Thanks to Their Student Loans, Millennials Expect to Die in Debt

By Chloe Anagnos

Adulting, the now common idiom goes, is hard. And to many millennials, the grim realization that debt will always be part of their lives is not making it any easier.

In some cases, their debt load is so soul-crushing they expect to die without ever paying what they owe back. So how much does this problem have to do with the higher-education crisis the country is facing? As it turns out, everything.

According to a study by Northwestern Mutual, educational loans are the leading source of debt for millennials ages 18 to 24. And according to a CreditCards.com report, over 60 percent of millennials aged 18 to 37 are completely unsure when, or if, they will be able to pay their debt off. Among those who responded they are uncertain about their ability to pay off debt, 20 percent said they expected to die in debt.

But to those with only credit card debt, the prospects aren’t as grim, as 79 percent of millennials said they had a plan to pay it all off, expecting to be completely debt-free by age 43.

While many of the news outlets reporting on these findings urge young people to get a plan in place so they can pay off their debt, the reality is that government’s push to give everyone a college education is what has greatly contributed to young people’s debt load. And what’s worse, degrees are not actually helping many young people get a job.

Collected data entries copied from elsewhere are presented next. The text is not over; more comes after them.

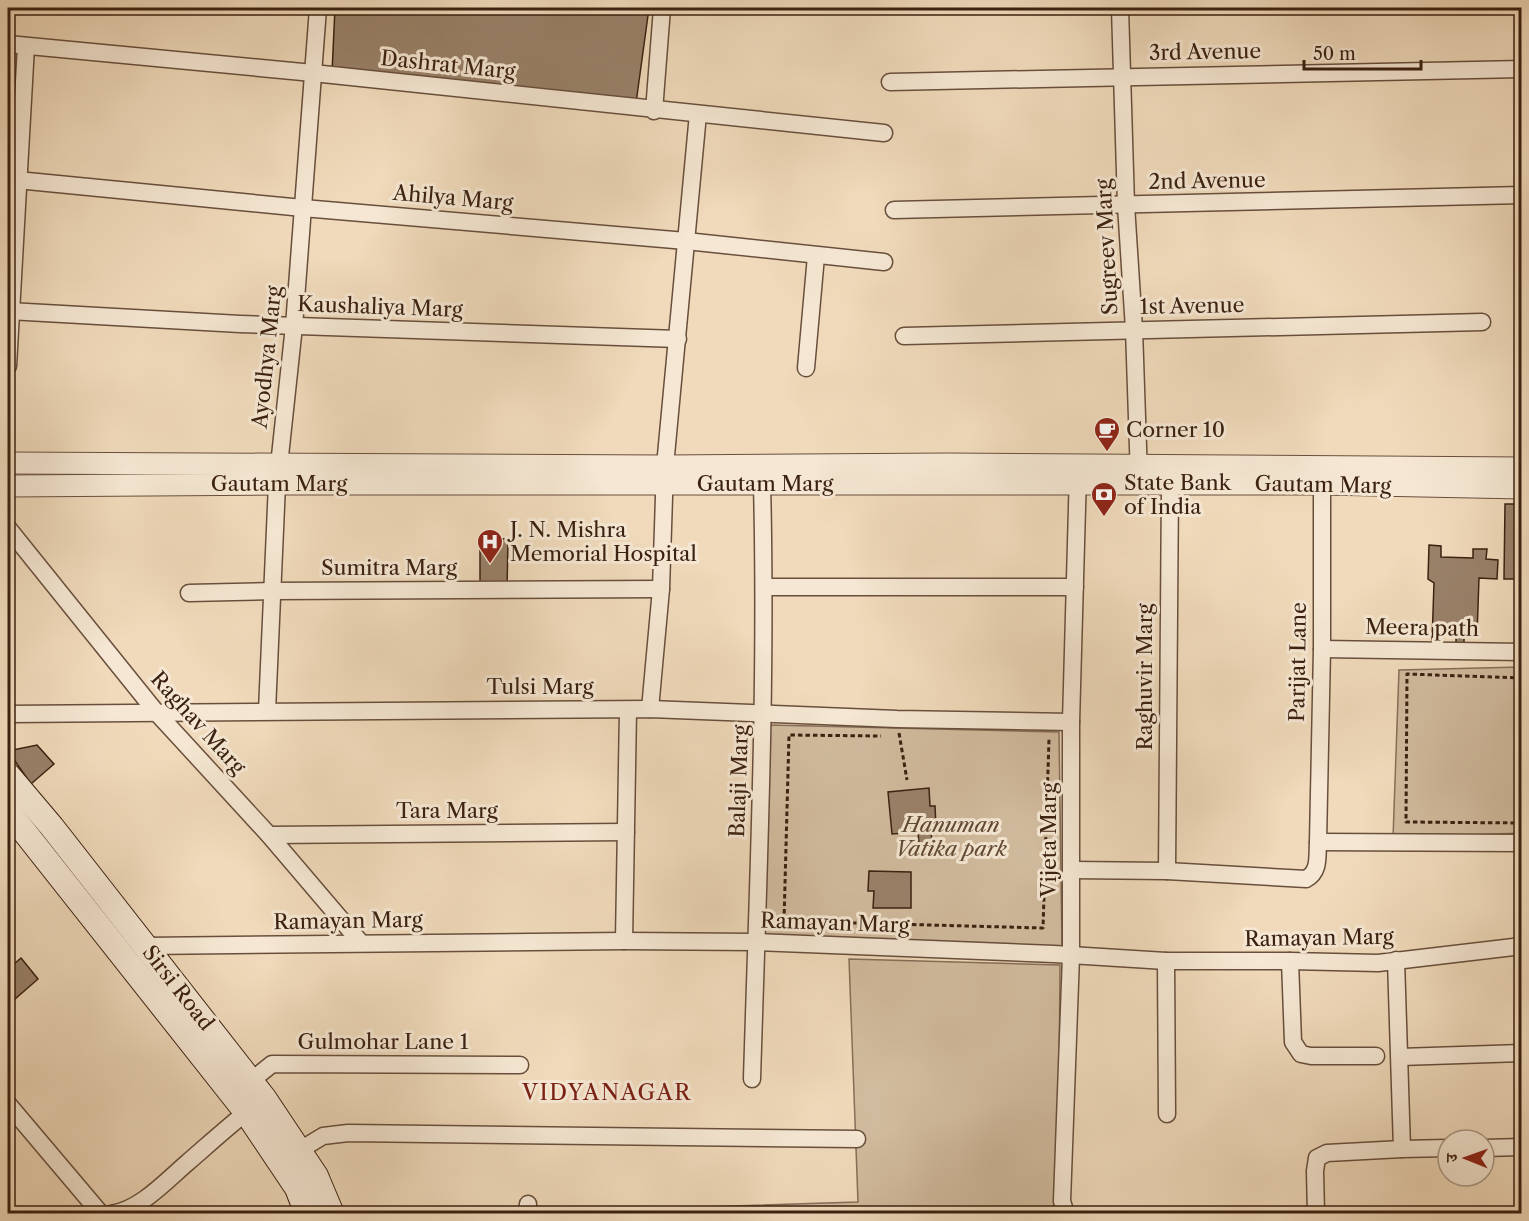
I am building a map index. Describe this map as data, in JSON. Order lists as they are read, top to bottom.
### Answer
{
  "streets": {
    "main road": ["Sirsi Road"],
    "street": [
      "3rd Avenue",
      "Dashrat Marg",
      "2nd Avenue",
      "Ahilya Marg",
      "Sugreev Marg",
      "1st Avenue",
      "Kaushaliya Marg",
      "Ayodhya Marg",
      "Gautam Marg",
      "Sumitra Marg",
      "Meera path",
      "Parijat Lane",
      "Raghuvir Marg",
      "Tulsi Marg",
      "Raghav Marg",
      "Balaji Marg",
      "Tara Marg",
      "Vijeta Marg",
      "Ramayan Marg",
      "Gulmohar Lane 1"
    ]
  },
  "crossings": [
    ["3rd Avenue", "Sugreev Marg"],
    ["Dashrat Marg", "Ayodhya Marg"],
    ["2nd Avenue", "Sugreev Marg"],
    ["Ahilya Marg", "Ayodhya Marg"],
    ["Sugreev Marg", "1st Avenue"],
    ["Sugreev Marg", "Gautam Marg"],
    ["Kaushaliya Marg", "Ayodhya Marg"],
    ["Ayodhya Marg", "Gautam Marg"],
    ["Ayodhya Marg", "Sumitra Marg"],
    ["Ayodhya Marg", "Tulsi Marg"],
    ["Gautam Marg", "Parijat Lane"],
    ["Gautam Marg", "Raghuvir Marg"],
    ["Gautam Marg", "Balaji Marg"],
    ["Gautam Marg", "Vijeta Marg"],
    ["Meera path", "Parijat Lane"],
    ["Parijat Lane", "Raghuvir Marg"],
    ["Tulsi Marg", "Raghav Marg"],
    ["Tulsi Marg", "Balaji Marg"],
    ["Tulsi Marg", "Vijeta Marg"],
    ["Raghav Marg", "Tara Marg"],
    ["Raghav Marg", "Ramayan Marg"],
    ["Balaji Marg", "Ramayan Marg"],
    ["Vijeta Marg", "Ramayan Marg"],
    ["Ramayan Marg", "Sirsi Road"],
    ["Sirsi Road", "Gulmohar Lane 1"]
  ],
  "districts": ["VIDYANAGAR"],
  "parks": ["Hanuman Vatika park"],
  "places": {
    "cafe": ["Corner 10"],
    "bank": ["State Bank of India"],
    "hospital": ["J. N. Mishra Memorial Hospital"]
  },
  "scale_bar": "50 m",
  "north": "left"
}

Will bureaucrats and those who pushed for more government-subsidized education ever admit they created a monster that has finally gotten out of control?

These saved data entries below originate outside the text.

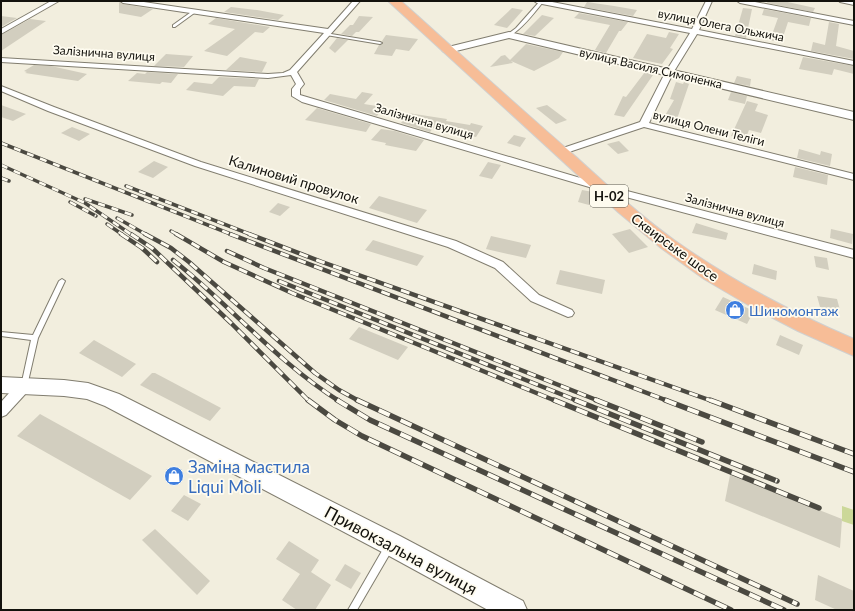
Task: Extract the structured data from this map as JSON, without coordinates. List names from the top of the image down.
{
  "streets": {
    "main road": ["Н-02", "Сквирське шосе"],
    "street": [
      "вулиця Олега Ольжича",
      "Залізнична вулиця",
      "вулиця Василя Симоненка",
      "вулиця Олени Теліги",
      "Калиновий провулок",
      "Привокзальна вулиця"
    ]
  },
  "crossings": [
    ["Залізнична вулиця", "Сквирське шосе"],
    ["вулиця Василя Симоненка", "Сквирське шосе"],
    ["вулиця Олени Теліги", "Сквирське шосе"]
  ],
  "places": {
    "shop": ["Шиномонтаж", "Заміна мастила Liqui Moli"]
  }
}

Government’s Role in Millennials’ Bad Choices

When government and elected officials push college education as a right, they imply that the government has the duty to help provide it to the populace. With grants, subsidies, and easy, risk-free loans going out to 17-year-olds with no credit history, young people think pursuing the career of their dreams is a piece of cake. But once school is out and all they have is a diploma, they finally realize things weren’t as easy as they expected.

The problem is that when government enters the picture and makes it easier for consumers to pay for college, it artificially increases the demand for college. With a greater number of students demanding higher education, schools have to raise their prices. After all, they have a limited supply of what they offer.

As explained by economist Ryan McMaken, “Were it not for the subsidized loans and — in the case of public colleges — directly subsidized tuition, the number of students able to afford such degrees would shrink considerably.” With fewer students knocking on their doors, colleges would have to slash costs and, consequently, prices, just so they could fill up their empty classrooms. But to bureaucrats, the solution doesn’t lie with letting the market work. Instead, they want more government interference.

Pushing for better loan deals, more regulation, or penalties for students who can’t pay the loans back, bureaucrats and their supporters are only worsening the problem they created.

In an age in which more and more employers are ditching degree requirements, paying for a piece of paper proving you finished college is becoming increasingly unnecessary. The government continues to head in the wrong direction, giving young people the idea that college is for everyone. If this doesn’t prove the government doesn’t have our best interests at heart, nothing else does.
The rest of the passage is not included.